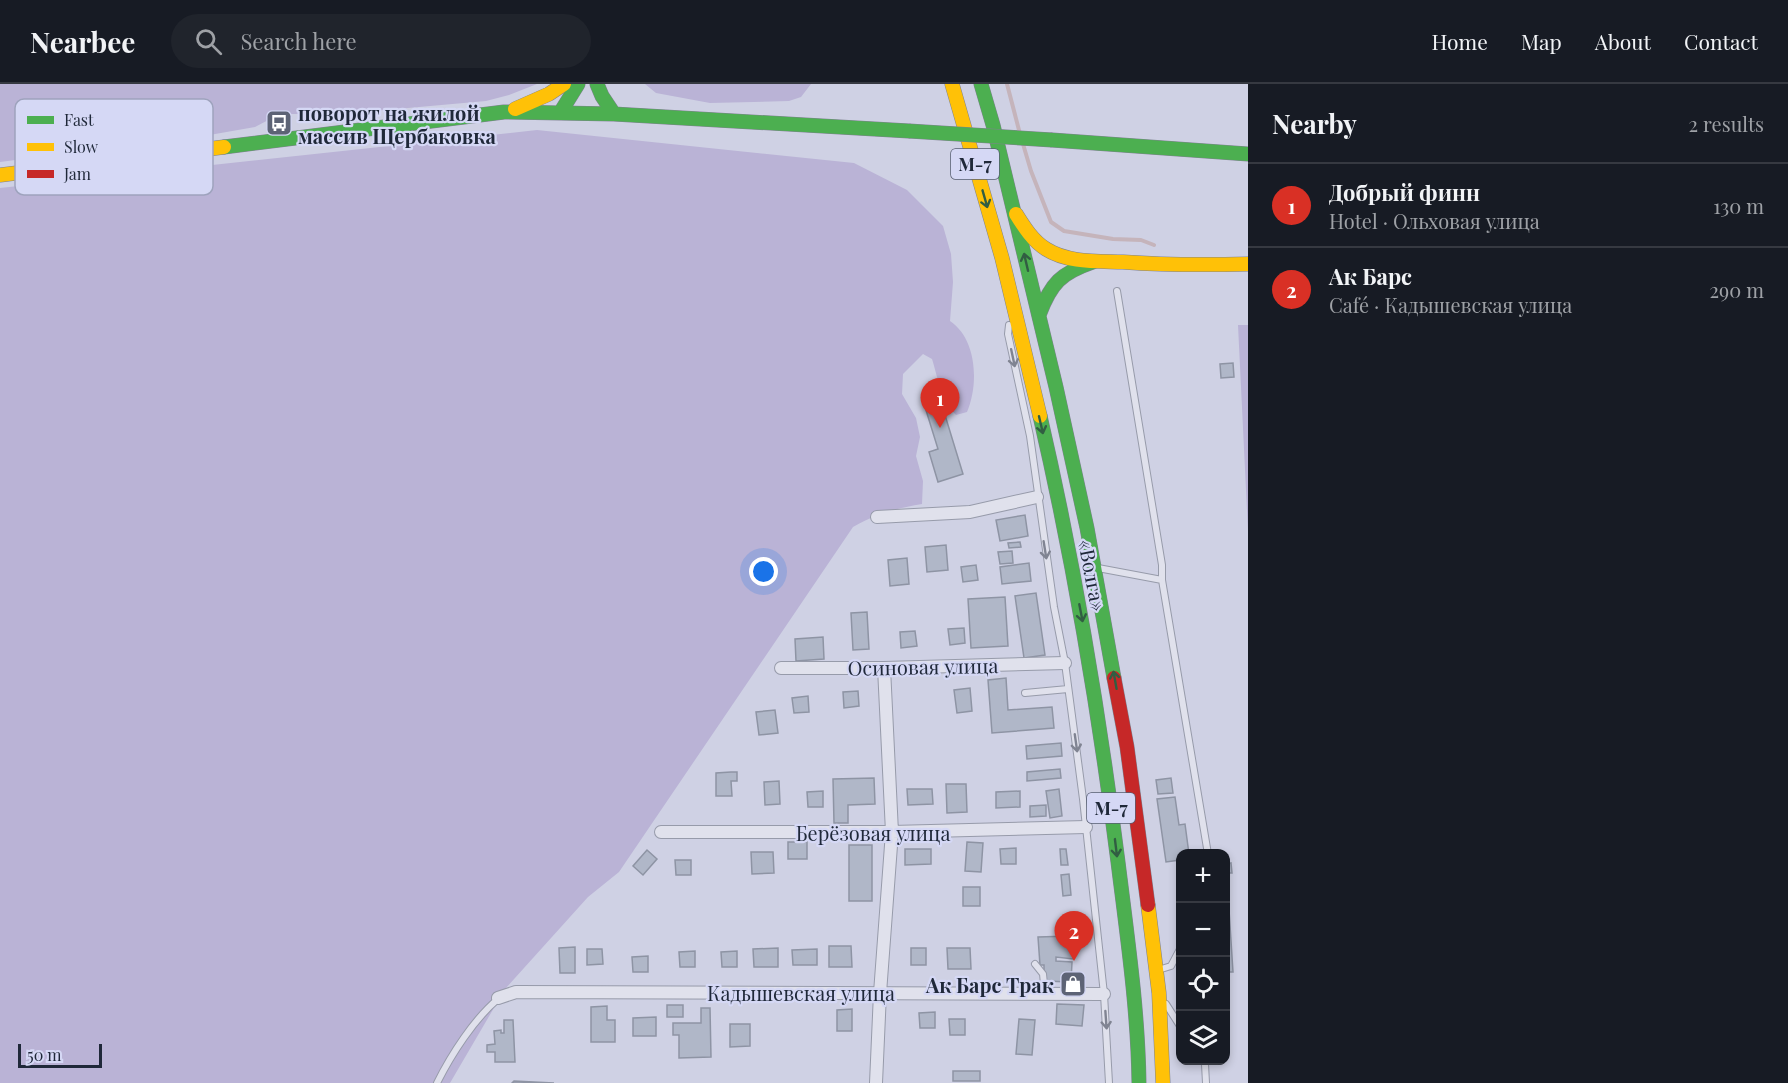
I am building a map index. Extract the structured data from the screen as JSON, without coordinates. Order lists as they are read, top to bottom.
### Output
{
  "streets": {
    "main road": ["М-7", "«Волга»"],
    "street": ["Осиновая улица", "Берёзовая улица", "Кадышевская улица"]
  },
  "places": {
    "bus stop": ["поворот на жилой массив Щербаковка"],
    "shop": ["Ак Барс Трак"]
  },
  "legend": ["Fast", "Slow", "Jam"],
  "scale_bar": "50 m",
  "page": {
    "header": "Nearbee",
    "search": "Search here",
    "nav": [
      "Home",
      "Map",
      "About",
      "Contact"
    ],
    "heading": ["Nearby", "2 results"],
    "list": [
      {
        "mark": "1",
        "name": "Добрый финн",
        "note": "Hotel · Ольховая улица",
        "value": "130 m"
      },
      {
        "mark": "2",
        "name": "Ак Барс",
        "note": "Café · Кадышевская улица",
        "value": "290 m"
      }
    ],
    "pins": ["1", "2"],
    "map_buttons": ["+", "−"],
    "scale": "50 m"
  }
}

..........

### WHAT YOU NEED TO DO
Transcribe the records above exactly, omitting every picture they contain.

### REPLY
I am building a map index. Extract the structured data from the screen as JSON, without coordinates. Order lists as they are read, top to bottom.
### Output
{
  "streets": {
    "main road": ["М-7", "«Волга»"],
    "street": ["Осиновая улица", "Берёзовая улица", "Кадышевская улица"]
  },
  "places": {
    "bus stop": ["поворот на жилой массив Щербаковка"],
    "shop": ["Ак Барс Трак"]
  },
  "legend": ["Fast", "Slow", "Jam"],
  "scale_bar": "50 m",
  "page": {
    "header": "Nearbee",
    "search": "Search here",
    "nav": [
      "Home",
      "Map",
      "About",
      "Contact"
    ],
    "heading": ["Nearby", "2 results"],
    "list": [
      {
        "mark": "1",
        "name": "Добрый финн",
        "note": "Hotel · Ольховая улица",
        "value": "130 m"
      },
      {
        "mark": "2",
        "name": "Ак Барс",
        "note": "Café · Кадышевская улица",
        "value": "290 m"
      }
    ],
    "pins": ["1", "2"],
    "map_buttons": ["+", "−"],
    "scale": "50 m"
  }
}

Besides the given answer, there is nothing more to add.